Feb 25, 2017, 9:38:41 AM2/25/17

to

On Saturday, 25 February 2017 02:40:16 UTC+2, Alf P. Steinbach wrote:
> On 25.02.2017 01:01, Öö Tiib wrote:
> > On Saturday, 25 February 2017 01:30:23 UTC+2, Alf P. Steinbach wrote:
> >> On 24.02.2017 23:59, Öö Tiib wrote:
> >>> Most programs written nowadays are multi-threaded and so CoW
> >>> is not too good idea most of the time.
> >>
> >> Uhm, thread safety is an orthogonal issue. Adding illusory thread safety
> >> to a string class is going to cost, no matter the internal implementation.
> >>
> >> I write “illusory” because if one shares a mutable string object between
> >> threads, it would be impractical to lock down the object any time its
> >> `operator[]` returns a reference that possibly could be stored by the
> >> thread and used to modify the string at arbitrary times.
> >
> > Thread safety is not orthogonal when we assume that particular data can
> > be accessed only by one thread. That is "embarrassingly parallel".
> > For example if a task needs string then it is copied into input data of
> > task and then the task can be given to other thread to solve.
> > However if copy was lazy (with CoW) then we now either have race conditions
> > of naive CoW or inefficiency of non-naive CoW.
>
> To be clear, the situation you envision is that in thread B there is
>
> const Cow_string sb = ...
>
> initialized as a copy of tread A's
>
> Cow_string sa = ...
>

About like that. That sb is most likely non-const member of some
object (task input data) and may be later copied by B into some other
non-const string but in essence that was what I meant. Both sa and sb
are first owned by A then ownership of sb is transferred to b. CoW
however keeps that shared ownership alive behind scenes.

> Then when thread A modifies its `sa` it will have to stop the shared
> buffer ownership, which modifies some reference counter or whatever
> that's shared with `sb`, and might be concurrently accessed by B.

Yes and all what I'm saying that there is additional internal synchronized
check of reference counts in every write access just for case because
figuring out what two strings may have shared content is non-trivial
from outside.
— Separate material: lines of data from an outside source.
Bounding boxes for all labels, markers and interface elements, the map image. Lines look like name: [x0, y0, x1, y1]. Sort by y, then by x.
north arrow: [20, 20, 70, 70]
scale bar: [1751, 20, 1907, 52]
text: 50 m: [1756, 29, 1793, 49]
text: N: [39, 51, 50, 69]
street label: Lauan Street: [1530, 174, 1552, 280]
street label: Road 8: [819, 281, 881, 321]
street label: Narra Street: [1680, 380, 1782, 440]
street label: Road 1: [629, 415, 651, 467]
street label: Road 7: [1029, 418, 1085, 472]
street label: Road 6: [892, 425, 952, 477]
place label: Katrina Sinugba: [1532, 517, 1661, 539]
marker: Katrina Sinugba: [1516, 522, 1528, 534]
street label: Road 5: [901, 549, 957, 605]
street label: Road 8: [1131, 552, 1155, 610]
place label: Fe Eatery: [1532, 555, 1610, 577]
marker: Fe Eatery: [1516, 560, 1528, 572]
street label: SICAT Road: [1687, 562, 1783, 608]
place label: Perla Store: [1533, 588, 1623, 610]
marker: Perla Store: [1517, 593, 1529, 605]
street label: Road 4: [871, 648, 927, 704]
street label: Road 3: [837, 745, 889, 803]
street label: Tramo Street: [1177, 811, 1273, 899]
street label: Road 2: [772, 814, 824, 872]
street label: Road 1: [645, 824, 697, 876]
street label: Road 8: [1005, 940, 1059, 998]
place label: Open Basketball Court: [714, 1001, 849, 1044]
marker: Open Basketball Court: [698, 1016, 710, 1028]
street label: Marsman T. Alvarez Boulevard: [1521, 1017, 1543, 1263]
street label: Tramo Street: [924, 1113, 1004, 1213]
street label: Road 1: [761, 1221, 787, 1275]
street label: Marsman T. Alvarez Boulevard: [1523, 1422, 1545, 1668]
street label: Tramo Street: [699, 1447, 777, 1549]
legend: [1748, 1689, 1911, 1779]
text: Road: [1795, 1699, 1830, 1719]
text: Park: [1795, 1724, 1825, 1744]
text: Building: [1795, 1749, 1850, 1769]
That makes a string slow compared to string that does not
do that but instead has small string optimization (up to 22 byte
strings have one level of indirection less).

>
> But this is only problem with an incorrect COW implementation, because
> the cost of ensuring atomicity of the reference counting is miniscule,
> completely insignificant, compared to the cost of copying the data,
> which is the other part of that un-sharing-of-buffer operation.

How recently you have profiled that? The lock-free atomic thingies seem
more expensive than good old mutexes in multiprocessor systems in my tests.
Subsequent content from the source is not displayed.